While I didn’t use any magical diet, exercise machine, or drug, I’ll let you in on the tools I did use. First, I opened an account on eDiets.com. This was a great starting point since I didn’t even know how to begin a diet low in saturated fat. You just pick the type of diet you’re interested in, in my case, cholesterol lowering, and they provide you with a weekly meal plan, complete with a shopping list. My daily caloric intake was about 1,800. One annoying part of the meal plans was that invariably it chose many meals I just wouldn’t eat. So every week, I had to go in and tweak the meals, which was rather time consuming. And there’s no way to say “never assign me this recipe again.” You can pick a mix of recipes or frozen dinners. I didn’t really follow the plan when we went out for lunch at work, but after a while, I could pick out good foods and restaurants. The big things to avoid are cheese and butter, large portions, and anything fried. Often, I would eat only 1/2 or 1/3 of the meal served. I’m still using eDiets, but I’m trying to wean myself off that monthly payment. The American Heart Association publishes many good cookbooks with tasy recipies. I have the Quick & Easy book. My only complaint is that the recipies are very large for a single person. But I just make them on Sunday, and then I have dinner for a few nights the rest of the week.

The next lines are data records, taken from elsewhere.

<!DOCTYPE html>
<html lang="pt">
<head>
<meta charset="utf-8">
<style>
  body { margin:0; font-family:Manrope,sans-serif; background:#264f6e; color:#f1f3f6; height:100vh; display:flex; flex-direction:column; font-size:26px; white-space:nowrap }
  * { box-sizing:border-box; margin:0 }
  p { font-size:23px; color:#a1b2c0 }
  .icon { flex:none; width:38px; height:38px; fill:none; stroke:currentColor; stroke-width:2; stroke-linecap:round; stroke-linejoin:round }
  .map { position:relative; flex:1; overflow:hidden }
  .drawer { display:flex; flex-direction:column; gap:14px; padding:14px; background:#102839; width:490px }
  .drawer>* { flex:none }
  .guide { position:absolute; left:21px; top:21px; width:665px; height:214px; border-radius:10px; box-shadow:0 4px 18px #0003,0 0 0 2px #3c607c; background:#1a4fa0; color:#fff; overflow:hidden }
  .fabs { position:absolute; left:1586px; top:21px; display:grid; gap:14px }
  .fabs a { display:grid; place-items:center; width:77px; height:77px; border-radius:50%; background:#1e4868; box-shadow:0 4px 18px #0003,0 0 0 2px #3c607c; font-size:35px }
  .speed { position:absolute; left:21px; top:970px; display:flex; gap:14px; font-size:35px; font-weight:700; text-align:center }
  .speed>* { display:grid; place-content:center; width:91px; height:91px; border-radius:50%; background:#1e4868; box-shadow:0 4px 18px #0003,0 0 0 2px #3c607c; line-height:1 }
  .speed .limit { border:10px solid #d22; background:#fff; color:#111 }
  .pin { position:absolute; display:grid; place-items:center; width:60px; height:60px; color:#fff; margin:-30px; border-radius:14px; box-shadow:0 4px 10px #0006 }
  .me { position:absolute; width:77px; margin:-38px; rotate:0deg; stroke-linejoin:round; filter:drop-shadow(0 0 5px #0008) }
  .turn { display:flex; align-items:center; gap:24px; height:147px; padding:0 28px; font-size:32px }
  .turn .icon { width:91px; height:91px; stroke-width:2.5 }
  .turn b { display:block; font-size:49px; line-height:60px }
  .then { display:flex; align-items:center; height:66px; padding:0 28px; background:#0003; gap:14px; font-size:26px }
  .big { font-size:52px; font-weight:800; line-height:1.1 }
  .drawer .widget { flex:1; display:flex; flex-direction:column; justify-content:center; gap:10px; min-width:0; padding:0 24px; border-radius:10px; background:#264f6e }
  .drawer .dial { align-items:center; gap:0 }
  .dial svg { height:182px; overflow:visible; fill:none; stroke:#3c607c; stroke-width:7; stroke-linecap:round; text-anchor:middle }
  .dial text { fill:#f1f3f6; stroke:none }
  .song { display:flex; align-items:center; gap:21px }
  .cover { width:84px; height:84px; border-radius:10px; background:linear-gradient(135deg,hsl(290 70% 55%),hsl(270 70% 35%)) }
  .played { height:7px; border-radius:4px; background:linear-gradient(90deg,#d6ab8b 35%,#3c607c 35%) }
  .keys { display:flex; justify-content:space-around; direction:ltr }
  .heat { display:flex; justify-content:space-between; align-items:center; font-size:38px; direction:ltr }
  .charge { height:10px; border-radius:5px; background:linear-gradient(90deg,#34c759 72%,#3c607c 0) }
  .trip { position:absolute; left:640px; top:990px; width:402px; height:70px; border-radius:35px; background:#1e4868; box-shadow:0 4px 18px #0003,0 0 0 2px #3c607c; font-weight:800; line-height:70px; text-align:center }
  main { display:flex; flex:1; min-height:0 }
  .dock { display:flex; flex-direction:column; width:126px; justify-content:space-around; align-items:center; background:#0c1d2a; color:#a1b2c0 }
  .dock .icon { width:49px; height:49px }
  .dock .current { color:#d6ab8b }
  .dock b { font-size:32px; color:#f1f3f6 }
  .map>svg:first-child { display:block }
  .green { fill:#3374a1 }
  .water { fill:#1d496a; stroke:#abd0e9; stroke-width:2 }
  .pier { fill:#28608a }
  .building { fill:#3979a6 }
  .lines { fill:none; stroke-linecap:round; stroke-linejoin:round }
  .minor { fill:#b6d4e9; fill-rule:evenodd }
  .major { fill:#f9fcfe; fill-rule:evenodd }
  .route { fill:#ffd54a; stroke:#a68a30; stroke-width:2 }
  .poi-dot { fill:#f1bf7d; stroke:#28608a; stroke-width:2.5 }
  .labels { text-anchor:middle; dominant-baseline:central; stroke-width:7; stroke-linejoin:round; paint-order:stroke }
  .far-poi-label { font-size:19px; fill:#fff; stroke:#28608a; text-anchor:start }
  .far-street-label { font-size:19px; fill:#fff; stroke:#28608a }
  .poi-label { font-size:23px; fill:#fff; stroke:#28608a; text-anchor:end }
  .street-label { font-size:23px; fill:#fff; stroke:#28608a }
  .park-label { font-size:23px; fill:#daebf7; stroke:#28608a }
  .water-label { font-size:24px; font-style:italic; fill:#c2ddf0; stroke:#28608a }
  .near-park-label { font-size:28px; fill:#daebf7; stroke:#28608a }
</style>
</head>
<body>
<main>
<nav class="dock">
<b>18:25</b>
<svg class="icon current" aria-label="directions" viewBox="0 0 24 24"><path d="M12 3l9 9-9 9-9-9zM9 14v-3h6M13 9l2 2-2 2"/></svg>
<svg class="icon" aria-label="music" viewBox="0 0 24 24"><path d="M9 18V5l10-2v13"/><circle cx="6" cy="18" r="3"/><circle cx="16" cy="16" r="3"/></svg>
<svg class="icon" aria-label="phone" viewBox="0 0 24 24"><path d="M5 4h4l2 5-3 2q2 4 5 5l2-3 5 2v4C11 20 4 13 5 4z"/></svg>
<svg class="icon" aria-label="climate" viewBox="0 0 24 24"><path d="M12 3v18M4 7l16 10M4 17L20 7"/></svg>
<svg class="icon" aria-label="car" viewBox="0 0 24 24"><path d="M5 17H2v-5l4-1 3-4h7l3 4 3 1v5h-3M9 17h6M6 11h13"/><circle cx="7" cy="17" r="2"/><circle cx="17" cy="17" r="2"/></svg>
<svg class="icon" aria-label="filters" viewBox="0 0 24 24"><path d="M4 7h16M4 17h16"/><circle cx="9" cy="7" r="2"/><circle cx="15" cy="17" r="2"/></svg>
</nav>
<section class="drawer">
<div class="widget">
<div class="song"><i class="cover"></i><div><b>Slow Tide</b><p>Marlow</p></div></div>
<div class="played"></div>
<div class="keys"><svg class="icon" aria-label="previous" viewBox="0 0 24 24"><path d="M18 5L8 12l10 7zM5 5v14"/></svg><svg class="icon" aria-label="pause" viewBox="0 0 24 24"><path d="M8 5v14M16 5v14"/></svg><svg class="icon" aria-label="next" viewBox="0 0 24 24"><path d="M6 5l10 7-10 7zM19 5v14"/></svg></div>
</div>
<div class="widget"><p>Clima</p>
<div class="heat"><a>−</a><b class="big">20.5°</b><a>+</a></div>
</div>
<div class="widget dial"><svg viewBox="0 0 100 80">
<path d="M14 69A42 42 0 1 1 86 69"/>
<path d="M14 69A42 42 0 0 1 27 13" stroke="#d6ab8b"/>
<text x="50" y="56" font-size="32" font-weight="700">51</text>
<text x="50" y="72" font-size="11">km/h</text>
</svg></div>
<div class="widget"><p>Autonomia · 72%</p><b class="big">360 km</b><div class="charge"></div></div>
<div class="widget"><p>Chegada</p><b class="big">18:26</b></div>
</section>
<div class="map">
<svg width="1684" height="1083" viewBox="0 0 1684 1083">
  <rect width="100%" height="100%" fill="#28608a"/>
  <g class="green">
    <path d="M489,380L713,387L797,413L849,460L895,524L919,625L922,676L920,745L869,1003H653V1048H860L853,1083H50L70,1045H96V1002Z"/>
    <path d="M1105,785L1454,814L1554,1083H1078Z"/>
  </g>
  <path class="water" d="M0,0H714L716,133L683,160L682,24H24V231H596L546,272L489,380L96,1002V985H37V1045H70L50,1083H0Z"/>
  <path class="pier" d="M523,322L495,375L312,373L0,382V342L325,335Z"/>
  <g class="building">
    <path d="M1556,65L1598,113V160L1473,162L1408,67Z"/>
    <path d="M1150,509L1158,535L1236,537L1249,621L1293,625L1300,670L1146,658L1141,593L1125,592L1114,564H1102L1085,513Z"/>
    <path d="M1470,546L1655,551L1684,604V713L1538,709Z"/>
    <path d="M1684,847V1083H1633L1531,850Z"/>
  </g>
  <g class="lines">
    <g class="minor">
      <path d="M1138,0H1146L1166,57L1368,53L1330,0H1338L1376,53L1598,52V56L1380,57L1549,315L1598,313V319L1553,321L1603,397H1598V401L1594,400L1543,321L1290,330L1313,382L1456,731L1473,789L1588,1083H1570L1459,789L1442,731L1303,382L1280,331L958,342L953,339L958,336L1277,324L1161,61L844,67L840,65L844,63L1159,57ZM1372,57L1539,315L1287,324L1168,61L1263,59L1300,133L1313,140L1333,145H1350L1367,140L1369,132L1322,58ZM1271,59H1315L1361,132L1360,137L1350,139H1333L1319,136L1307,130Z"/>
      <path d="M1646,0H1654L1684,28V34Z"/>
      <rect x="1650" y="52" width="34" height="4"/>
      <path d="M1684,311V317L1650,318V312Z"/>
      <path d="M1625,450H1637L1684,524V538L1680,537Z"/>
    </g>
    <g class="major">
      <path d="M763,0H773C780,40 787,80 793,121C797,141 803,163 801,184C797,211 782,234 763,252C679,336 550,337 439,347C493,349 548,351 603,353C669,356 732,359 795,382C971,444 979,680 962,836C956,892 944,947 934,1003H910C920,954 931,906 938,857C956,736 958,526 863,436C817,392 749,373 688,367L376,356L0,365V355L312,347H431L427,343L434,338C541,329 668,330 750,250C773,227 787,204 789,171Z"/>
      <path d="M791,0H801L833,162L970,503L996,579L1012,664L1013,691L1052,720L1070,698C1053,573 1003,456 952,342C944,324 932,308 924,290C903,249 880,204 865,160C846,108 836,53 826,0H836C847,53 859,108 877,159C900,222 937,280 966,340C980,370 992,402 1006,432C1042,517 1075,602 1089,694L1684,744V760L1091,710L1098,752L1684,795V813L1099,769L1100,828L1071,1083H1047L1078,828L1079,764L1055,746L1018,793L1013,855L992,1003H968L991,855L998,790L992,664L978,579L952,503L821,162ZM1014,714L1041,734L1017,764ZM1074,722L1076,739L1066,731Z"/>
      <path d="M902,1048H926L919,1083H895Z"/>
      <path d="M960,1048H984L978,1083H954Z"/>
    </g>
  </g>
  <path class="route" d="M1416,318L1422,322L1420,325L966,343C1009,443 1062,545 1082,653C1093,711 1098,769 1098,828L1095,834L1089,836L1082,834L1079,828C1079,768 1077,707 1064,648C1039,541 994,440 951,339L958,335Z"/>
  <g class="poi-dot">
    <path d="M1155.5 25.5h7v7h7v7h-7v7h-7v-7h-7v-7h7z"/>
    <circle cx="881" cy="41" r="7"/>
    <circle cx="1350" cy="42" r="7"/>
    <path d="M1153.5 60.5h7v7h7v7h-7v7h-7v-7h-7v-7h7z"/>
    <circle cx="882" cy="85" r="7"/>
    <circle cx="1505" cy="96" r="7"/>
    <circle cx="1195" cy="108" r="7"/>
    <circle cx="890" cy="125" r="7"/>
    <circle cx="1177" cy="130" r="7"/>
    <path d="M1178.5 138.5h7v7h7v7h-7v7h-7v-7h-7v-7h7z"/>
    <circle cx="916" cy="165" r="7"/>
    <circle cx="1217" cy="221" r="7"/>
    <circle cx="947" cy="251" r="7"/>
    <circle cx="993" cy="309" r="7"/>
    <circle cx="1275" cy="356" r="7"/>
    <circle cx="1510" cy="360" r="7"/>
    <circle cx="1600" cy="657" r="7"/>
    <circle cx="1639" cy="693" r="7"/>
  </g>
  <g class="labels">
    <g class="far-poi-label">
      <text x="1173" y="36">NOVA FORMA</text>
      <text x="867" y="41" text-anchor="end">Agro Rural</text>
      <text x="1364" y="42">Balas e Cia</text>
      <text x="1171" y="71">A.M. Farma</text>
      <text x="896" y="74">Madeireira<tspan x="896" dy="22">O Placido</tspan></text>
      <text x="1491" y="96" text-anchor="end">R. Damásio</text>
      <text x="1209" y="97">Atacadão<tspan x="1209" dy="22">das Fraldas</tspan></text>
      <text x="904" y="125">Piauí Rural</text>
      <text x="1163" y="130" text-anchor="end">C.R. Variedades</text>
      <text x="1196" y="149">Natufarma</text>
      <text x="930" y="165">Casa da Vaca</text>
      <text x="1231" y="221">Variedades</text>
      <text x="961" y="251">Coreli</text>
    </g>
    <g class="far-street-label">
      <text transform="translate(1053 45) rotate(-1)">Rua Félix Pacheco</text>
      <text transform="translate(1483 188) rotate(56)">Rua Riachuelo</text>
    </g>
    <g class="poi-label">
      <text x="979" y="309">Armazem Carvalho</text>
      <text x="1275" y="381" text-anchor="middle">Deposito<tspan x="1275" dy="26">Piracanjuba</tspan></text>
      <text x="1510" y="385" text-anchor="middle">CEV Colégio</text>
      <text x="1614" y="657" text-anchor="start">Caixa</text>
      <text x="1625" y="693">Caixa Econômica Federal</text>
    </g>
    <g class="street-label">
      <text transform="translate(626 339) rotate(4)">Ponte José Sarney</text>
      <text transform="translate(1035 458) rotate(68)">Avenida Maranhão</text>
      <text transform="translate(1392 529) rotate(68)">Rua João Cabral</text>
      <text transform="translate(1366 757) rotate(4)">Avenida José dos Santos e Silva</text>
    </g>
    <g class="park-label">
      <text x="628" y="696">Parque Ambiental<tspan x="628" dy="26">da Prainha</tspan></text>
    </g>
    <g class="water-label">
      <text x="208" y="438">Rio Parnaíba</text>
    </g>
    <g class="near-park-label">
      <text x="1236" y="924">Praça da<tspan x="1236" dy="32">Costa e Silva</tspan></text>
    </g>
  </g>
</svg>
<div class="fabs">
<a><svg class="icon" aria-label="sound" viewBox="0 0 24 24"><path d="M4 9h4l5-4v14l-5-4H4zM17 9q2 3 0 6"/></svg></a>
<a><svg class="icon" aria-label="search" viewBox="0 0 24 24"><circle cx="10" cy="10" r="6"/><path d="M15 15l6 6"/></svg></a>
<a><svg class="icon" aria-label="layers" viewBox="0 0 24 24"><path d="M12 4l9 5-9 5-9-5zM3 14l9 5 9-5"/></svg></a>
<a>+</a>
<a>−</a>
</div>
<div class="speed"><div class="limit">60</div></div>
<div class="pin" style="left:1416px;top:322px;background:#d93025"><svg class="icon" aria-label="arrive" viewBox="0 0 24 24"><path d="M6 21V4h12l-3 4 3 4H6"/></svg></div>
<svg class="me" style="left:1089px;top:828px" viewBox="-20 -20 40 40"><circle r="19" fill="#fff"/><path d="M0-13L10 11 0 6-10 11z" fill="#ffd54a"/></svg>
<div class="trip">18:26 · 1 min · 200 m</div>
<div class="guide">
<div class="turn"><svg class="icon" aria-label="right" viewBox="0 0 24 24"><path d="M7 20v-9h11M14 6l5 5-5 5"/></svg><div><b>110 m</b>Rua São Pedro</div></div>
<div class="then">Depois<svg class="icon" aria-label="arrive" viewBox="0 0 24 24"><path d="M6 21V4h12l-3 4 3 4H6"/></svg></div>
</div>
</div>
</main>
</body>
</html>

For weight lifting, I bought a Bowflex Power Pro XT. Don’t order online! Call ‘em up and tell them you saw a commercial for a free leg attachment. You’ll save $200. Sure, Bowflex has cheesy commercials, but it was actually recommended from a friend of mine who is a personal trainer. And while, I may not get the best workout, it does the job and it’s very convenient. Keep in mind that $1,000 is 20 months of a $50/month health club. So joining a club may be better for someone else.
For cardio, I started running last September. I hated running while growing up, but I decided that running is a great cardio workout, and you don’t need a lot of fancy equipment. You can just go right outside your front door. The only downside is that it gets a wee bit cold here in Chicago during December, January, and Februrary. Luckily, my condo building has a fitness room with a treadmill. My only advice for running is to get some good running shoes, socks, and shirts. And increase mileage slowly.
A couple other books I found useful were Cholesterol for Dummies and Restaurant Confidential, both of which I picked up at my local library. I’ll probably buy the latter since it has some good reference material.
So, yes, it has been a lot of hard work. But then again, it took many years of irresponsibility to get my body in the shape it was. It’s no surprise that it took a year of dedication to reverse that. And I’m not one for relying on pill popping, if at all possible. After hearing these results, I’m not sorry at all about the lifestyle changes I made. In fact, it only encourages me to keep them up. The AHA and FDA are correct in their advice, IMO.